Although the participation in this study did not cover all domains, the participation indicators covered important domains such as work and activities. Our definitions for participating in the society were derived from two questions, i.e. taking part in the labor market and/or participating in activities in society. We were limited to using these two questions on employment and participation in activities to determine participation in society. The generalizability of the results in this study could be considered high due to the population based sample of adult people in a larger county. However, the results about disability are only applicable for long-term mobility disability (respondents who only had mobility disability at one of the two data collection occasions were excluded).
This longitudinal population-based cohort study shows the interaction between mobility disability and overweight status and obesity. The results verify previous research in terms of higher proportion of overweight status and obesity among the respondents with mobility disability compared with the respondents without mobility disability.
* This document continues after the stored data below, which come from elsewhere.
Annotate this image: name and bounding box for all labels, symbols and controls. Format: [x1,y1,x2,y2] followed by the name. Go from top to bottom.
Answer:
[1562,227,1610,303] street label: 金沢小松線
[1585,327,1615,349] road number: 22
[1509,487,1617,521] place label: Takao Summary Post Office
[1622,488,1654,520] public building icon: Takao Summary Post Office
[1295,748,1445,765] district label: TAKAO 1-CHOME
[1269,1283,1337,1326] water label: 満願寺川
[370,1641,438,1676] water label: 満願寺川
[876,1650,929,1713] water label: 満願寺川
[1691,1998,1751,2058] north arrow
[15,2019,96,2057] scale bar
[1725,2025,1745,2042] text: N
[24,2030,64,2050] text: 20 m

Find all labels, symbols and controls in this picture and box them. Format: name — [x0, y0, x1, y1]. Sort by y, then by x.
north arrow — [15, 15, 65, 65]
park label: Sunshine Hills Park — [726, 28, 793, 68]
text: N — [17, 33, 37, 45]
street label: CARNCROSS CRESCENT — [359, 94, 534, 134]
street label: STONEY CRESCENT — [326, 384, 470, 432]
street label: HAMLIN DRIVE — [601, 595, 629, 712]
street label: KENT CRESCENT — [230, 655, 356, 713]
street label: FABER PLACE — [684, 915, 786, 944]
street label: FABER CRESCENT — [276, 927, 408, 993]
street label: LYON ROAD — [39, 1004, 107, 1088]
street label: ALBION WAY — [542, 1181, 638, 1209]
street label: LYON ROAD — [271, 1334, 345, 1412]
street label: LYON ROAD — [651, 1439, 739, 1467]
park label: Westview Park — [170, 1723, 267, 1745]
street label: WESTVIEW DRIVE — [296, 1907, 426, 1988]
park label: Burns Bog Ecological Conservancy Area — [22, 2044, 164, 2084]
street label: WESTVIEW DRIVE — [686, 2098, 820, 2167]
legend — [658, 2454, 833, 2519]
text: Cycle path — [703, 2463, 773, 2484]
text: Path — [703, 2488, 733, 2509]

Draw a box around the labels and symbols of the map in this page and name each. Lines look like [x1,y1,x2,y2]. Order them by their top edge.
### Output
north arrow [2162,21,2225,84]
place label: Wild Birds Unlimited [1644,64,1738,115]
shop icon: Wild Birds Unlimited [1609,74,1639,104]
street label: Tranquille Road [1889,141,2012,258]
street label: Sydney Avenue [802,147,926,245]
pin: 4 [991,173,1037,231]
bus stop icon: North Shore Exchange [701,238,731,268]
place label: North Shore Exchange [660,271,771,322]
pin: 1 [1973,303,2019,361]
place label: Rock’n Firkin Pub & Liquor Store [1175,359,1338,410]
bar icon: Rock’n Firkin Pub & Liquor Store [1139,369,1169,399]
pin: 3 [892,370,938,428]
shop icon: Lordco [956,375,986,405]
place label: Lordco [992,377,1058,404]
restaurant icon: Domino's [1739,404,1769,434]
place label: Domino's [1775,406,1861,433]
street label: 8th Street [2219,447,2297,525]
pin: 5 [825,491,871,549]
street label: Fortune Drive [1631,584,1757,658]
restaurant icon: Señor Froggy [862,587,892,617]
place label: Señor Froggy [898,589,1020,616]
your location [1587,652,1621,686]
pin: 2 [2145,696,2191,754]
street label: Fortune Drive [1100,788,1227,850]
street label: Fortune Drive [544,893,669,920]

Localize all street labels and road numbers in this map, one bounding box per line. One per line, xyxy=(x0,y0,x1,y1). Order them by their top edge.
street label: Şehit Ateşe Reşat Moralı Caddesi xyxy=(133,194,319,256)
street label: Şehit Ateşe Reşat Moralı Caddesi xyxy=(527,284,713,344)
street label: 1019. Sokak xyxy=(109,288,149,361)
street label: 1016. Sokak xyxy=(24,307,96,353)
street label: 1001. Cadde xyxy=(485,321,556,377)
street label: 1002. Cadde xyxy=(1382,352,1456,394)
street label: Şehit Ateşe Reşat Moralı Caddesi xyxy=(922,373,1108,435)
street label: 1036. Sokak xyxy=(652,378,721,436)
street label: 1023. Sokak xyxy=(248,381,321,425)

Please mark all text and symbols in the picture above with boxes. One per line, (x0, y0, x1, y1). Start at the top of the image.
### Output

The respondents with mobility disability also contained a much higher percentage of participants with low HRQoL. The study contributes new findings about the impact over time, when the greatest risk of low general health after 8 years was observed for respondents with both mobility disability and high BMI. This study indicates the importance of working preventively with persons with mobility disability and overweight status/obesity owing to the risk of further weight gain and low general health. More research is needed to provide knowledge for how to support individuals with mobility disability with a view to either losing weight or preventing weight gain, which may result in better/higher HRQoL and a decreased risk for other serious obesity-related diseases.
This work was funded by Forte, Swedish Research Council for Health, Working Life and Welfare and the Swedish Institute for Health Sciences, Department of Health Sciences, Lund University.